• WORK INSTRUCTION
Take the material below and restate it word for word, stopping after the line in which "const ctx = document.querySelector('canvas').getContext('2d');" occurs.

• DATA
-----
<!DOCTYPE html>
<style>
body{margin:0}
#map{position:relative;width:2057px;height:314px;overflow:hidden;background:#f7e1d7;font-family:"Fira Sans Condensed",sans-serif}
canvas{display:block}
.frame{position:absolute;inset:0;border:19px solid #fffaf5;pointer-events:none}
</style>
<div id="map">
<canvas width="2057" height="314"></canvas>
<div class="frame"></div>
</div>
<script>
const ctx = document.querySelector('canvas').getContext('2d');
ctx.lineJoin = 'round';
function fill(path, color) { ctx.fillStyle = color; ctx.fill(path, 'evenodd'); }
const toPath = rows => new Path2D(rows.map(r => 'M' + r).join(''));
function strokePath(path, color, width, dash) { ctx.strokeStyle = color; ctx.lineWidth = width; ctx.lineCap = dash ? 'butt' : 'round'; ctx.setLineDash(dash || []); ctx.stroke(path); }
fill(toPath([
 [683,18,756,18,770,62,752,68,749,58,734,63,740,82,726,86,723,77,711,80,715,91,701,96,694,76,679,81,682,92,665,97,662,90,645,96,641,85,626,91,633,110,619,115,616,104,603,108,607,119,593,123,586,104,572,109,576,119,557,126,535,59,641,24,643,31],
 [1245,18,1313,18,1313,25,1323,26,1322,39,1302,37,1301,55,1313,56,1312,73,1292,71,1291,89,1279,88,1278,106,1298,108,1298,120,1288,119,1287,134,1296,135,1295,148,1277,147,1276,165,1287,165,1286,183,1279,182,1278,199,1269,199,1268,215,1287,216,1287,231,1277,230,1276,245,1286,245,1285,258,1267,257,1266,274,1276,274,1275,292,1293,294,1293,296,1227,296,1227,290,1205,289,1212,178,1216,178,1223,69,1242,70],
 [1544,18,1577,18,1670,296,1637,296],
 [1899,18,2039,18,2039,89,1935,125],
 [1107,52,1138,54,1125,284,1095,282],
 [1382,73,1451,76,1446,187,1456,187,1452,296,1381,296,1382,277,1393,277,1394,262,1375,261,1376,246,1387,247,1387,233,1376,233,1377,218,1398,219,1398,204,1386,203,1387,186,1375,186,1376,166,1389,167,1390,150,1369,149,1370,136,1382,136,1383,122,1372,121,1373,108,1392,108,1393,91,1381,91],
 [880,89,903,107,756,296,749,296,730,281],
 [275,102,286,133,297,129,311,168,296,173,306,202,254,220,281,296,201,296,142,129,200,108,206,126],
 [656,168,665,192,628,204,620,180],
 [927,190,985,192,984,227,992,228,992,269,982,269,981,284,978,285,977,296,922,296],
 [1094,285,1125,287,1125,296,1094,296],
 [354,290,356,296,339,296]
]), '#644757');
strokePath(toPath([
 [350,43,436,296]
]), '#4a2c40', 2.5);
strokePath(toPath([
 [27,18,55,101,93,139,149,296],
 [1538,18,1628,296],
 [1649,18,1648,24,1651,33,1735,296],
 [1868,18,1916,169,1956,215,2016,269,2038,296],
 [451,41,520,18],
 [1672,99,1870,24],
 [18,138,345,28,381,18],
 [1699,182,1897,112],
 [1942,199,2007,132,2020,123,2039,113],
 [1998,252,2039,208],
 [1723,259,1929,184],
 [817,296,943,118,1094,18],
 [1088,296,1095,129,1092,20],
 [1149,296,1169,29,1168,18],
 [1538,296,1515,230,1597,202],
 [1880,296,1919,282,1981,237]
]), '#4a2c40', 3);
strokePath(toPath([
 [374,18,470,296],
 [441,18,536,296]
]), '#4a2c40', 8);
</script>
-----
• SOLUTION TO THIS EXERCISE
<!DOCTYPE html>
<style>
body{margin:0}
#map{position:relative;width:2057px;height:314px;overflow:hidden;background:#f7e1d7;font-family:"Fira Sans Condensed",sans-serif}
canvas{display:block}
.frame{position:absolute;inset:0;border:19px solid #fffaf5;pointer-events:none}
</style>
<div id="map">
<canvas width="2057" height="314"></canvas>
<div class="frame"></div>
</div>
<script>
const ctx = document.querySelector('canvas').getContext('2d');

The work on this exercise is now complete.